While this is a big step forward there's still a lot that needs to be done. In particular the algorithm I'm using for computing the SNF (The Kannan-Bachem algorithm) works great for matrices over the integers, but is horrendously slow for polynomial rings. I'm 90% sure that the problem is that it's generating intermediate values that are polynomials of enormous degree, and spending way too much time manipulating those. Fortunately, there's a way around this blow-up in polynomial degree, and that's to use the fact that all the computations of the SNF of $A$ can be done modulo $det(A)$. Unfortunately Linbox doesn't have a good way of finding the determinant of a polynomial matrix right now so that's my next step. Once I've got $det(A)$, I'll either extend the Kannan-Bachem class or just write a wrapper for the polynomial ring class that does everything modulo a given polynomial.

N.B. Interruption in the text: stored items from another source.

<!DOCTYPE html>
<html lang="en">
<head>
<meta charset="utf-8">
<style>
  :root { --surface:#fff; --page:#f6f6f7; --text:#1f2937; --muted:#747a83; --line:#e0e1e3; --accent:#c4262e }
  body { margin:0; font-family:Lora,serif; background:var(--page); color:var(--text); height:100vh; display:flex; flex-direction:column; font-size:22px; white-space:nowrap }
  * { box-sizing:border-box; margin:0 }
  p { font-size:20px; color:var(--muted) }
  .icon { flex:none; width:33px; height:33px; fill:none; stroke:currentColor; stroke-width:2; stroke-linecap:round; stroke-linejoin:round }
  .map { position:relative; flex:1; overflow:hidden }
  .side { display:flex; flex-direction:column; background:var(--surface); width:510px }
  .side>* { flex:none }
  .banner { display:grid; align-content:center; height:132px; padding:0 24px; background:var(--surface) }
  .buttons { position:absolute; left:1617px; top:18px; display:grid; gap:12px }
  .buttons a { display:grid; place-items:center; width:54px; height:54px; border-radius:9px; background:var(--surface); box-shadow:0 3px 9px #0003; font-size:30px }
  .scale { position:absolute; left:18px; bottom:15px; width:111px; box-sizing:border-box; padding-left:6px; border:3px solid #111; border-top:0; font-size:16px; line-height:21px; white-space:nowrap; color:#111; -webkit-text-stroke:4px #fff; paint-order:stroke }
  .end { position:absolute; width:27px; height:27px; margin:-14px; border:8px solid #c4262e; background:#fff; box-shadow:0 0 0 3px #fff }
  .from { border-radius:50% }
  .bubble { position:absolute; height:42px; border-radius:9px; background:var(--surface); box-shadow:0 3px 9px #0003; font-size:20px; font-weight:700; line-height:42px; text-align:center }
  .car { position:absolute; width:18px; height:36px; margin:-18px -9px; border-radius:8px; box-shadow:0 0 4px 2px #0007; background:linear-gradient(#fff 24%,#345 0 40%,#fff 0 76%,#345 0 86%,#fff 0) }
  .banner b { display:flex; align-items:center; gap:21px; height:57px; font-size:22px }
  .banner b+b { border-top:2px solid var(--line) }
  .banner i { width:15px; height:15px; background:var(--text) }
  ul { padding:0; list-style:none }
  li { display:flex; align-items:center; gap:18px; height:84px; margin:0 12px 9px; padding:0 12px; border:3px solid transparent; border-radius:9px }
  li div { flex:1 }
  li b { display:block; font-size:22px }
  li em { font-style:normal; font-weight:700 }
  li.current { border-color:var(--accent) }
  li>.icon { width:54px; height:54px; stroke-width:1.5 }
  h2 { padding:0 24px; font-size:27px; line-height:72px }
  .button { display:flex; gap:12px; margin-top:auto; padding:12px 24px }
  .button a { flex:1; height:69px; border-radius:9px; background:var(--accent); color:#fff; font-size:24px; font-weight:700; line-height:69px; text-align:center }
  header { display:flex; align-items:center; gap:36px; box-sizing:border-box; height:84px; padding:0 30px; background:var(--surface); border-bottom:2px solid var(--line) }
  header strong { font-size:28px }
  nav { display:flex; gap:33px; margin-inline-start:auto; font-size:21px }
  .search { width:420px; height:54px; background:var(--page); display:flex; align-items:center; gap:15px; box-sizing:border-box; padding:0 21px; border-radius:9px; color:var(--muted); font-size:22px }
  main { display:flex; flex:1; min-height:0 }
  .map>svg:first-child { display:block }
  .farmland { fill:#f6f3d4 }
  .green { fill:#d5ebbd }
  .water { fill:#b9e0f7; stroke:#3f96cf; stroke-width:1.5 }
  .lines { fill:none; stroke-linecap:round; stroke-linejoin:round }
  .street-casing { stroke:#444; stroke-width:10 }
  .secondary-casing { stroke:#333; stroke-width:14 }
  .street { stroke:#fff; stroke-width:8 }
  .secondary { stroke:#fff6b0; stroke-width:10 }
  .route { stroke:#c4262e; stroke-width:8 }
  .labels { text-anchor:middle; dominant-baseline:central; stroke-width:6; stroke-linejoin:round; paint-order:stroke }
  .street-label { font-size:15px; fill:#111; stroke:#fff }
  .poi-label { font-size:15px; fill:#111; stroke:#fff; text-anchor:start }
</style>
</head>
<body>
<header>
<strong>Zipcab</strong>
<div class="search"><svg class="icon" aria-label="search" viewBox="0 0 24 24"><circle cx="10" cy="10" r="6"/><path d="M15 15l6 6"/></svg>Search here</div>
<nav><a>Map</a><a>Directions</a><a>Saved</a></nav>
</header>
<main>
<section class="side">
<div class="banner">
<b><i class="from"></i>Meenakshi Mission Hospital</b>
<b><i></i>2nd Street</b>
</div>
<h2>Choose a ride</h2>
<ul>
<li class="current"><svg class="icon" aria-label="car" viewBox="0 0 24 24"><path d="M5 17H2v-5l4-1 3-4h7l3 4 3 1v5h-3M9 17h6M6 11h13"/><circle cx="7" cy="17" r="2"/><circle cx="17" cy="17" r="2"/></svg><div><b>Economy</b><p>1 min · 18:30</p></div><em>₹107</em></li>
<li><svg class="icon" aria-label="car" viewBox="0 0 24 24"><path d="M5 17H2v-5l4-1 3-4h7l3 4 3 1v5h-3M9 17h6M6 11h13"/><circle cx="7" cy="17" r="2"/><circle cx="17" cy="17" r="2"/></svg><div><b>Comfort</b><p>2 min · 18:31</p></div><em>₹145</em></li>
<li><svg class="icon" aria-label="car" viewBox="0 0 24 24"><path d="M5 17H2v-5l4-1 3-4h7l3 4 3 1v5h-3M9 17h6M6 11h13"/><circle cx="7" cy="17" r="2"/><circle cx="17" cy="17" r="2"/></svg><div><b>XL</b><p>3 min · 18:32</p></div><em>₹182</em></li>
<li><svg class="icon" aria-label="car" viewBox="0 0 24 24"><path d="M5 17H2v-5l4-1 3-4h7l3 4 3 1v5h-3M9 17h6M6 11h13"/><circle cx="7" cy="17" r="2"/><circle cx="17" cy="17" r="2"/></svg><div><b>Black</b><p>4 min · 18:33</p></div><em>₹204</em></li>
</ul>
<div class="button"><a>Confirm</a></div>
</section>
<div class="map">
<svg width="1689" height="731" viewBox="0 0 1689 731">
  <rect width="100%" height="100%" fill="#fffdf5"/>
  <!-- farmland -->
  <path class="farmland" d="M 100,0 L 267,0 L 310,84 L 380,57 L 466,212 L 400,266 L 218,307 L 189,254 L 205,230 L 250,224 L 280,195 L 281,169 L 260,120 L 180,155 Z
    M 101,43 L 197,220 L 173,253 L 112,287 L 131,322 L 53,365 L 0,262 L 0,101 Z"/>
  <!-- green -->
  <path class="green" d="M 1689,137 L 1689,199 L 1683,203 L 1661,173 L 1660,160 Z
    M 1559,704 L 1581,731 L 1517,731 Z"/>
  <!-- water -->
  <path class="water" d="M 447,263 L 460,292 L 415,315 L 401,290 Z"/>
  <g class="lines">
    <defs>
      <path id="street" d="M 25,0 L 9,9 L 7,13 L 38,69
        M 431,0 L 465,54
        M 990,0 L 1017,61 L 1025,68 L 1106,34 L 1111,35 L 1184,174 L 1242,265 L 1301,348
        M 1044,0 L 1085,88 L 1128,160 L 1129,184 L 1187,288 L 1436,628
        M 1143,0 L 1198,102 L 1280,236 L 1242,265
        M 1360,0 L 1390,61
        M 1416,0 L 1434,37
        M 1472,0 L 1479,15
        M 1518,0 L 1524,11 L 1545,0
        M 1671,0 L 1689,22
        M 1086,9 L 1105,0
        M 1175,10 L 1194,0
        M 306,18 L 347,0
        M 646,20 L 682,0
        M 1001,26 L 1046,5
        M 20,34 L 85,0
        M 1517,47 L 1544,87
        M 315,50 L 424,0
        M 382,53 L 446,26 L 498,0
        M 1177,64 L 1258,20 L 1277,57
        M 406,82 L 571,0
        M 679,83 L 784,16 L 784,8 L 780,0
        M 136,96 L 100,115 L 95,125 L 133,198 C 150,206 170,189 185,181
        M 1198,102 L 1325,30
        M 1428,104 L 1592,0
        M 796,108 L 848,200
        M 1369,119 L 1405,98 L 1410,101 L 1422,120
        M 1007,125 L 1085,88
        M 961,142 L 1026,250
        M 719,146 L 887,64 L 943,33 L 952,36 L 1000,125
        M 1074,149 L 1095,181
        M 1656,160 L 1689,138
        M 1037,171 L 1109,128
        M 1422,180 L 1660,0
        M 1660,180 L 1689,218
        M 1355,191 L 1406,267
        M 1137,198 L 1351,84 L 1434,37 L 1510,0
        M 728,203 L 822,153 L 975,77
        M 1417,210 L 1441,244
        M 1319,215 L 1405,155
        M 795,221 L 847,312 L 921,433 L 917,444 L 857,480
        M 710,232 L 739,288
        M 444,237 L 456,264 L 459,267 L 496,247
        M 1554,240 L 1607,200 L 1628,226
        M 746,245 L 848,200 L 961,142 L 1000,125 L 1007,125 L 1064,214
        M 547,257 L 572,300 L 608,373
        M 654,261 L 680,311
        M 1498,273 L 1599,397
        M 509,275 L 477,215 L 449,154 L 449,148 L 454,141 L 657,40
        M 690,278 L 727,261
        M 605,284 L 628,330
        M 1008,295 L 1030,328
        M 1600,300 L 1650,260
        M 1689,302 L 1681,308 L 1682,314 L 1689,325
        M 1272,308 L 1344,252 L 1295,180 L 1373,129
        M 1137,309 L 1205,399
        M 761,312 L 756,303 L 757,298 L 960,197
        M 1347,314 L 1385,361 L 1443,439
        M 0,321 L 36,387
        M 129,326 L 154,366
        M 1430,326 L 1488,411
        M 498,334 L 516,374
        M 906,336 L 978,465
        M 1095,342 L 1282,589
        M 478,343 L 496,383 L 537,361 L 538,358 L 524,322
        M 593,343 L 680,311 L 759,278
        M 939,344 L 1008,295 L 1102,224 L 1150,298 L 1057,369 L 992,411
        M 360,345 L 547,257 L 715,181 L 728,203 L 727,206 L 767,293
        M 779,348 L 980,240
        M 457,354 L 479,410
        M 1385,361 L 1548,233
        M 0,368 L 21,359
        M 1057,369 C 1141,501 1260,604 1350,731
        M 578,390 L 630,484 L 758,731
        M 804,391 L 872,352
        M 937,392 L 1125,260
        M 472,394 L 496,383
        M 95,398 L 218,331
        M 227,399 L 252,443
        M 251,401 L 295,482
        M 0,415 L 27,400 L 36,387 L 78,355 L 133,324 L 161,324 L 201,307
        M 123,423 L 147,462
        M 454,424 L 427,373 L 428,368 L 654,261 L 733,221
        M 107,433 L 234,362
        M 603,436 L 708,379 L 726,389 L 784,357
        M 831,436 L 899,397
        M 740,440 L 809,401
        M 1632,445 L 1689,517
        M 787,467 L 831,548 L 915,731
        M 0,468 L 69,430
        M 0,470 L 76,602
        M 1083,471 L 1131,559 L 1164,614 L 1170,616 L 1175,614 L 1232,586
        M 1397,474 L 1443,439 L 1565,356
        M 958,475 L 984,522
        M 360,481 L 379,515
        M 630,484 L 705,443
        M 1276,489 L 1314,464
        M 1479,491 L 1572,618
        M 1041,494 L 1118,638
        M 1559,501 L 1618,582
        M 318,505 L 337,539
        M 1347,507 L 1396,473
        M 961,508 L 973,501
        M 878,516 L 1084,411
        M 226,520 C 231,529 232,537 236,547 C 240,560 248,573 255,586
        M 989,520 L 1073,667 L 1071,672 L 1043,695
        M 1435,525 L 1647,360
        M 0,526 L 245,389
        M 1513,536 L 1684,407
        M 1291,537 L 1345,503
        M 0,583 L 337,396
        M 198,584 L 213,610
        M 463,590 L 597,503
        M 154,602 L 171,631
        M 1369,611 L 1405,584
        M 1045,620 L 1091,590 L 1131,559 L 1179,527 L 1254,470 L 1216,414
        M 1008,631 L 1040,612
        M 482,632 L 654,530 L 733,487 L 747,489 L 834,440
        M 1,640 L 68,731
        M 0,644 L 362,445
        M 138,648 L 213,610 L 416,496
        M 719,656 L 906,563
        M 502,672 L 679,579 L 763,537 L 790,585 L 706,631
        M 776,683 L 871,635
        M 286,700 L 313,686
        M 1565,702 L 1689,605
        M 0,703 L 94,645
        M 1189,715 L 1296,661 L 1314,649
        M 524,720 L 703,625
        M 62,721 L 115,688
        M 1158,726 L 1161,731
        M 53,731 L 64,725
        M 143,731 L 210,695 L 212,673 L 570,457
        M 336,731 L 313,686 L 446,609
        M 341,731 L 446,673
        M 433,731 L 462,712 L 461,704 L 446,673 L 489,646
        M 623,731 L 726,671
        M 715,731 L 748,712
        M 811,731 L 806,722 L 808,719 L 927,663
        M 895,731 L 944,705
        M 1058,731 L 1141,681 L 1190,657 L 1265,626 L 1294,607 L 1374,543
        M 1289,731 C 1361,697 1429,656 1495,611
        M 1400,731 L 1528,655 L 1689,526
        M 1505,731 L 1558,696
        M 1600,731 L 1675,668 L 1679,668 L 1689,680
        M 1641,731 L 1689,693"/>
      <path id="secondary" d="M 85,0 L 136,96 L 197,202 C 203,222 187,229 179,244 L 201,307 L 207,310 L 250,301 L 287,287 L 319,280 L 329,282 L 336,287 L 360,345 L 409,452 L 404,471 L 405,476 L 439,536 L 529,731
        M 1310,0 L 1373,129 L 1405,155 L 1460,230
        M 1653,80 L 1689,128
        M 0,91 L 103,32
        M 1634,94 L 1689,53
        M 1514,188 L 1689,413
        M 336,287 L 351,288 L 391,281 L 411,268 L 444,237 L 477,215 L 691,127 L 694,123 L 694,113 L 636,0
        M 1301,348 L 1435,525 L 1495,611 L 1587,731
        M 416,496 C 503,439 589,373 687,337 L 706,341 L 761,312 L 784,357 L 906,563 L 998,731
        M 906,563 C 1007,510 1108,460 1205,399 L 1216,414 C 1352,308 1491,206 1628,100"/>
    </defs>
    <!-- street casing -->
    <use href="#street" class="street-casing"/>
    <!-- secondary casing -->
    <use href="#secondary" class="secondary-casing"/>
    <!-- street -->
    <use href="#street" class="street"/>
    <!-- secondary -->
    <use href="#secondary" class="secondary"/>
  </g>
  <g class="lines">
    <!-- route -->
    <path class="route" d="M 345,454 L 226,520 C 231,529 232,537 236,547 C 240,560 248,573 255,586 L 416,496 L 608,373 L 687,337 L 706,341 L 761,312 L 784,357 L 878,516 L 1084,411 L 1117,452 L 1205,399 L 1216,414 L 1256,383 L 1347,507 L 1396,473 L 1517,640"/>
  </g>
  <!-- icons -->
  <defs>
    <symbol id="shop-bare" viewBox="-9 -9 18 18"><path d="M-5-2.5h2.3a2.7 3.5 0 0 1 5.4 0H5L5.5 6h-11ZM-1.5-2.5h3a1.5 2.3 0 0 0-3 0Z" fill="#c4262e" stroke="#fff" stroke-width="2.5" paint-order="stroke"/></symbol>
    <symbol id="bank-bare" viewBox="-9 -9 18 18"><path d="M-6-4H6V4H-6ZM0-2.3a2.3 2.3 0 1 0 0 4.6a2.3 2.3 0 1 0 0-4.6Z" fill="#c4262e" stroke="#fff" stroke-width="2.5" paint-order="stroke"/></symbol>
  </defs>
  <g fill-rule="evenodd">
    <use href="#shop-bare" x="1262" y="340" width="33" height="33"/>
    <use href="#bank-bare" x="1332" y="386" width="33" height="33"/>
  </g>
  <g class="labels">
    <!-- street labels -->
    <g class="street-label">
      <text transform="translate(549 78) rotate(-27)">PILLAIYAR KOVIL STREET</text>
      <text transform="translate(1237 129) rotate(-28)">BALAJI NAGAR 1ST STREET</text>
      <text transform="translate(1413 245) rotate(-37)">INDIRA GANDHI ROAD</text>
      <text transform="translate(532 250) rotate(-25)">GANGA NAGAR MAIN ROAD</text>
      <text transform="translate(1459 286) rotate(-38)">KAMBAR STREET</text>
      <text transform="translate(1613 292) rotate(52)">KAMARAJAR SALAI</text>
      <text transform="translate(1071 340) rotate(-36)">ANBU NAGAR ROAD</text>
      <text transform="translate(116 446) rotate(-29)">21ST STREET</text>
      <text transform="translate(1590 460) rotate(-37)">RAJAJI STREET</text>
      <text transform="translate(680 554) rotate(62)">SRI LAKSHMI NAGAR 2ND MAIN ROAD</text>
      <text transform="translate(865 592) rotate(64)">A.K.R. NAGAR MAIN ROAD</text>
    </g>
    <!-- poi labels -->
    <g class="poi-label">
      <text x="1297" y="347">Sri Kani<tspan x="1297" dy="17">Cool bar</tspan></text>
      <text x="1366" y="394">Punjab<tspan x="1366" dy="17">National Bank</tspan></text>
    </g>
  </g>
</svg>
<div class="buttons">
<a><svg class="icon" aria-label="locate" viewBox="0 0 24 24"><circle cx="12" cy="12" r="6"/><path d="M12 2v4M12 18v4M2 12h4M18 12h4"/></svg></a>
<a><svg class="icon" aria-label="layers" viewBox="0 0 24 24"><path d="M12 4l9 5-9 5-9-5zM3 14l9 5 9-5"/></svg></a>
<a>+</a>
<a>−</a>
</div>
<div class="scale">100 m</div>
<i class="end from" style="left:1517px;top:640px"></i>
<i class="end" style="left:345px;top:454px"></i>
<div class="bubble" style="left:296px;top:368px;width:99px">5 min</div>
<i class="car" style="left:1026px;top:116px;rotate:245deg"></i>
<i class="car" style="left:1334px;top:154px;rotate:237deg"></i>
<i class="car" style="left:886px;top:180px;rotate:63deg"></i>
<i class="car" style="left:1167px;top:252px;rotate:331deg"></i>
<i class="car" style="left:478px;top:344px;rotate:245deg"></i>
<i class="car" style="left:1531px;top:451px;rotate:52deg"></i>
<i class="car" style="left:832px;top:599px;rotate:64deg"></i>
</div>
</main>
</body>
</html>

My basic strategy for computing $det(A)$ is to evaluate $A$ at $n$ points (over a field extension if there aren't enough distinct points in the base field), then compute $n$ determinant of these scalar matrices and finally interpolate the polynomial that goes through those points. This shouldn't be too hard, but the interpolation step might be a bit tricky since the usual way to do this (Inverse FFT) requires a root of unity with an order that's greater than $n$ and also a power of 2. This isn't always easy to find over an arbitrary field so I'm looking into alternative algorithms with less strict requirements for the interpolation points.